EXAMPLE: In the above example, Rich is tried on the charge of robbery and acquitted. Later, the government wants to put Rich on trial for larceny for the same incident. They cannot do so, as, under Blockburger, the larceny and the robbery are not considered separate offenses.
One further issue remains regarding this initial analysis of the Sixth Amendment right to counsel. Although not found in the Sixth Amendment itself, the right to effective assistance of counsel has been inferred. Convicts have clogged the courts for years appealing convictions by claiming that the counsel provided to them as indigents was ineffective. After all, the argument goes, if their counsel was so effective how did they get convicted?

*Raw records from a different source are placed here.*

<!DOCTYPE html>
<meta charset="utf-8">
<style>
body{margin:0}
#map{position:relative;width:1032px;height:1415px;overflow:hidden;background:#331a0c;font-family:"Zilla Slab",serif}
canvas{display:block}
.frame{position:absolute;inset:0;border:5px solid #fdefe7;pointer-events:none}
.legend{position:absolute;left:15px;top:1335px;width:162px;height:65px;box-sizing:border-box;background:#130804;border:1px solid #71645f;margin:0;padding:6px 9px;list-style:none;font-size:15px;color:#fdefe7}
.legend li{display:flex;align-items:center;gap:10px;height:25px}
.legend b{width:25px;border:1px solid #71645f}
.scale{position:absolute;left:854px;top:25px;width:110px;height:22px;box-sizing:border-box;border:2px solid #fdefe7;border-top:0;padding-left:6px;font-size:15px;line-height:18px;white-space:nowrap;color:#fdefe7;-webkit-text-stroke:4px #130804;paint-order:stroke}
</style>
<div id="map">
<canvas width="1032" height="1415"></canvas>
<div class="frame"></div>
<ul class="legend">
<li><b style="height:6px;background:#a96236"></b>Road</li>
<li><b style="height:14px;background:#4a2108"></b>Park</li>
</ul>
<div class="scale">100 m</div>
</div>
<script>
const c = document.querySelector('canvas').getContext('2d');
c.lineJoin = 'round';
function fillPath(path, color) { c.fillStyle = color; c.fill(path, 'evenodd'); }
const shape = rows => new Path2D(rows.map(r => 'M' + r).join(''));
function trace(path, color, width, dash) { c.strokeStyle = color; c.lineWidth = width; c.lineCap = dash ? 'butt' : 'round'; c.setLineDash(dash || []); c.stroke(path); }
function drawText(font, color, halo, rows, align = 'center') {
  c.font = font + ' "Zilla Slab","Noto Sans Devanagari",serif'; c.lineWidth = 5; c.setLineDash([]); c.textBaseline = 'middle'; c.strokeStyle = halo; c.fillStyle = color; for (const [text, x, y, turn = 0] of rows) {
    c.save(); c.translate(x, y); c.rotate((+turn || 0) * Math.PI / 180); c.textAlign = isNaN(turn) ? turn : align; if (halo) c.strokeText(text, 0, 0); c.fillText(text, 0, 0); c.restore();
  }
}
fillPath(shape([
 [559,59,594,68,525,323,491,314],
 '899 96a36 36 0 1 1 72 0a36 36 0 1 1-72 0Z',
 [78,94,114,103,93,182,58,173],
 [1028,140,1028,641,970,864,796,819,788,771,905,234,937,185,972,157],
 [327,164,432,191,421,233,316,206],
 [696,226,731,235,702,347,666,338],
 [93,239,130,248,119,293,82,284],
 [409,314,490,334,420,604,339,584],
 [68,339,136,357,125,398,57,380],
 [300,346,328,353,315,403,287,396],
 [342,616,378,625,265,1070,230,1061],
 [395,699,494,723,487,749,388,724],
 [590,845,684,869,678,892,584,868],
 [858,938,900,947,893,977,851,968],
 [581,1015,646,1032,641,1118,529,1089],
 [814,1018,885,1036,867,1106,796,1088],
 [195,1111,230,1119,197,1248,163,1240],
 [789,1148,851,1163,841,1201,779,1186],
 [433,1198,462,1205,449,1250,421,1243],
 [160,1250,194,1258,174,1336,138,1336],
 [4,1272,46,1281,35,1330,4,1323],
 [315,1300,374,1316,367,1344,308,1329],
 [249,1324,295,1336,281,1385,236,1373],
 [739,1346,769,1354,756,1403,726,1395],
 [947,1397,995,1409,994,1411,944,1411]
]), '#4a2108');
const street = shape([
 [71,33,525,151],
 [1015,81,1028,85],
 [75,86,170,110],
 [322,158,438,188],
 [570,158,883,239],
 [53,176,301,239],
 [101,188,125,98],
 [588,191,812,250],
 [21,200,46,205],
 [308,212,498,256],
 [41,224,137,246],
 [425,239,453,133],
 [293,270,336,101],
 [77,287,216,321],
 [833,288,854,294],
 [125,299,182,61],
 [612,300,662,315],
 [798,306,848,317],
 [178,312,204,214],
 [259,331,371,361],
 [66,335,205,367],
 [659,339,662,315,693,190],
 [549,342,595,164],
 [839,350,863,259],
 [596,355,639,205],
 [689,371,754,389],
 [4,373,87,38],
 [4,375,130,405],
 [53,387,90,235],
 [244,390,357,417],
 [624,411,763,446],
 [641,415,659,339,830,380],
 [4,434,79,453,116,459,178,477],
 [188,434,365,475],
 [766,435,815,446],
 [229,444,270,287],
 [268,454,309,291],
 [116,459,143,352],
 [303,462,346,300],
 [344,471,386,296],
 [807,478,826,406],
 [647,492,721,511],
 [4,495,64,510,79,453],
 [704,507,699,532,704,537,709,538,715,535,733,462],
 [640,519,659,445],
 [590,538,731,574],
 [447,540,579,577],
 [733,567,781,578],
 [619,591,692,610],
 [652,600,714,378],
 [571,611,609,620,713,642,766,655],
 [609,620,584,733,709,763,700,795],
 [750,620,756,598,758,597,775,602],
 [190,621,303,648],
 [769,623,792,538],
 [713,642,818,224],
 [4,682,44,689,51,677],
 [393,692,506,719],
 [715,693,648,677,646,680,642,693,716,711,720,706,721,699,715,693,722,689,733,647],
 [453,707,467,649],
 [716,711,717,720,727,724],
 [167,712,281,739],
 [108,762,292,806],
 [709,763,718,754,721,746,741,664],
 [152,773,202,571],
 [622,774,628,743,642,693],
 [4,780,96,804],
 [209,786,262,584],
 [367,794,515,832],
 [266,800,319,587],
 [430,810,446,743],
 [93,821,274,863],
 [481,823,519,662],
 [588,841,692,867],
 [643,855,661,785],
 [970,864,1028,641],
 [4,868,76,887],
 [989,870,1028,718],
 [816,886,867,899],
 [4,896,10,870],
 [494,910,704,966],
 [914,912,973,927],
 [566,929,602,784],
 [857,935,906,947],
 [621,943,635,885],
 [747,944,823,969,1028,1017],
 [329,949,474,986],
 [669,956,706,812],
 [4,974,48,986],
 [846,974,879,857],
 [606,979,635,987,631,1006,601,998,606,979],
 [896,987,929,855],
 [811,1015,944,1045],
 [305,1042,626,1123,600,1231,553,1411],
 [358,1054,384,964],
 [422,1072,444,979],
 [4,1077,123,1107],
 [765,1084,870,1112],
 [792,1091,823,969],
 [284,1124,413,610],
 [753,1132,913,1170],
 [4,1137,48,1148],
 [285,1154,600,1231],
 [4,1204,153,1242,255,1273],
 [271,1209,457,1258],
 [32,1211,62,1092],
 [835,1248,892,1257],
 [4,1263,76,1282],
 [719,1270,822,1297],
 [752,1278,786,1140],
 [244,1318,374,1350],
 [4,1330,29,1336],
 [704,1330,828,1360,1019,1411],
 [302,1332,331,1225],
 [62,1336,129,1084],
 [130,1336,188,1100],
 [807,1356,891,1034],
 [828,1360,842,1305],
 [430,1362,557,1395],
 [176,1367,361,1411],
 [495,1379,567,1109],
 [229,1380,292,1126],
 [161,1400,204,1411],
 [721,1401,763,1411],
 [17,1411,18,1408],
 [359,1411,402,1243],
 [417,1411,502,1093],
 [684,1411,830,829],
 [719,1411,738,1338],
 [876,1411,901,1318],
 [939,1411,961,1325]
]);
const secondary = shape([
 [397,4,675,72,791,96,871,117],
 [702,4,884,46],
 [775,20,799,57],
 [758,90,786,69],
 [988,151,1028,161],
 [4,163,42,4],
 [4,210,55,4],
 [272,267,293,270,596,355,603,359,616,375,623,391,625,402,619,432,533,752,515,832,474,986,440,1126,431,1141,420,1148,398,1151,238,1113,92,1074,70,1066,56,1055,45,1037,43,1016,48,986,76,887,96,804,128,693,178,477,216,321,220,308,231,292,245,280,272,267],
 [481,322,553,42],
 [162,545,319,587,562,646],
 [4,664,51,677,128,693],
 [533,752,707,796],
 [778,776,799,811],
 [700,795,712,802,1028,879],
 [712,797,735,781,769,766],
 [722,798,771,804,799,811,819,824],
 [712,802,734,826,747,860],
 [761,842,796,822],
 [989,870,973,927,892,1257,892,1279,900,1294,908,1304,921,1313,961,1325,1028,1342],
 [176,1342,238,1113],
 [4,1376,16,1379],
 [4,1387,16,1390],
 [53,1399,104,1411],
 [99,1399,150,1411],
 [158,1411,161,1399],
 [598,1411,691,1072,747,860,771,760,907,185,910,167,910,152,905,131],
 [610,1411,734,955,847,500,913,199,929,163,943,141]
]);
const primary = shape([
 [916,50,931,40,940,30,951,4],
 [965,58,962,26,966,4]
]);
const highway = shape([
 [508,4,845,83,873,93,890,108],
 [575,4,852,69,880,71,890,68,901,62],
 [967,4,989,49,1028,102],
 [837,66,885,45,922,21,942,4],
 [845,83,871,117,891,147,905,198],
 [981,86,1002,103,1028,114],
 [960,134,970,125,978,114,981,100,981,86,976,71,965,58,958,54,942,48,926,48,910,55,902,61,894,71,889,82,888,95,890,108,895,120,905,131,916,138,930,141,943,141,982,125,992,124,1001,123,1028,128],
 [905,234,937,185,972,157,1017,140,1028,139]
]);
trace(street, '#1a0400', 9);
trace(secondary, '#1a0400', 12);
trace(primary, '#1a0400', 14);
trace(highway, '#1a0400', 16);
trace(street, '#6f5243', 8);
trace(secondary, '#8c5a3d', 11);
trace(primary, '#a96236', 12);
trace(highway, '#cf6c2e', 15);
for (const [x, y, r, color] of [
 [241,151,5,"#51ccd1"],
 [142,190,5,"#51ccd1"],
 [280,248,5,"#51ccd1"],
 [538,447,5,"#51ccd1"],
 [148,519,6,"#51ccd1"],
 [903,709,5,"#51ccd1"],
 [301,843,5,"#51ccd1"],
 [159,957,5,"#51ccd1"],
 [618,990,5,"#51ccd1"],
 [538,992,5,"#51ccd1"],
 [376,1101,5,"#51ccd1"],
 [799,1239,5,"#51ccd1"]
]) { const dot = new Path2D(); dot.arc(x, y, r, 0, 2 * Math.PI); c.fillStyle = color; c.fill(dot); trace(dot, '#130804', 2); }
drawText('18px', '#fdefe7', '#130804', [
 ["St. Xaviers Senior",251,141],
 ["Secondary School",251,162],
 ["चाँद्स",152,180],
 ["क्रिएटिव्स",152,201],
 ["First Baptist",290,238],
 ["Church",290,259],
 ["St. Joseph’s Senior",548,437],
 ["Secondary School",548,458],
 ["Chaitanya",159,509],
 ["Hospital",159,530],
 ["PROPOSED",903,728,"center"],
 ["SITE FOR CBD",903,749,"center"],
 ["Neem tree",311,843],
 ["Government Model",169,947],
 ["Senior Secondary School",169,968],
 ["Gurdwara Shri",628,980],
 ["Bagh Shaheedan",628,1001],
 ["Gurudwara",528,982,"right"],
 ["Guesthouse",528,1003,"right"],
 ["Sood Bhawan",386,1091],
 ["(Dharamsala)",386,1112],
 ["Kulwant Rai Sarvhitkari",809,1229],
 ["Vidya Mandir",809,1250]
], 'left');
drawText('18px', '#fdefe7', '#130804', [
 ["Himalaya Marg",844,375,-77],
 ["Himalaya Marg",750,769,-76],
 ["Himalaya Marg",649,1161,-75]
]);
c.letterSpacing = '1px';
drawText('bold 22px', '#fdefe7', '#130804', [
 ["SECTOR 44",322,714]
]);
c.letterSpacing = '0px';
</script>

Obviously, this cannot be the test to determine whether counsel was effective. What then constitutes effective counsel?
Legal counsel will not be found to be ineffective simply because the attorney decided to use certain trial tactics which were unsuccessful – tactics are within the attorney’s discretion. Similarly, if the Defendant insists that her attorney argue a specific issue or point, failure to make the argument, even if the issue is non-frivolous, will not constitute ineffective assistance of counsel. Also, a rejected request for continuance or the failure to raise a constitutional defense, which is later invalidated, will not suffice. See Wainwright v. Torna, 455 U.S. 586 (1982).
In order for an ineffective assistance of counsel to be sustained, a court must find that (1) the performance by counsel was deficient in some way, AND (2) that but for the deficiency, the outcome of the Defendant’s case would have been different. See Strickland v. Washington, 466 U.S. 668 (1984). While the first part is less difficult to show, demonstrating that the deficiency actually caused the result of the trial is often nearly impossible, except in the most obvious cases.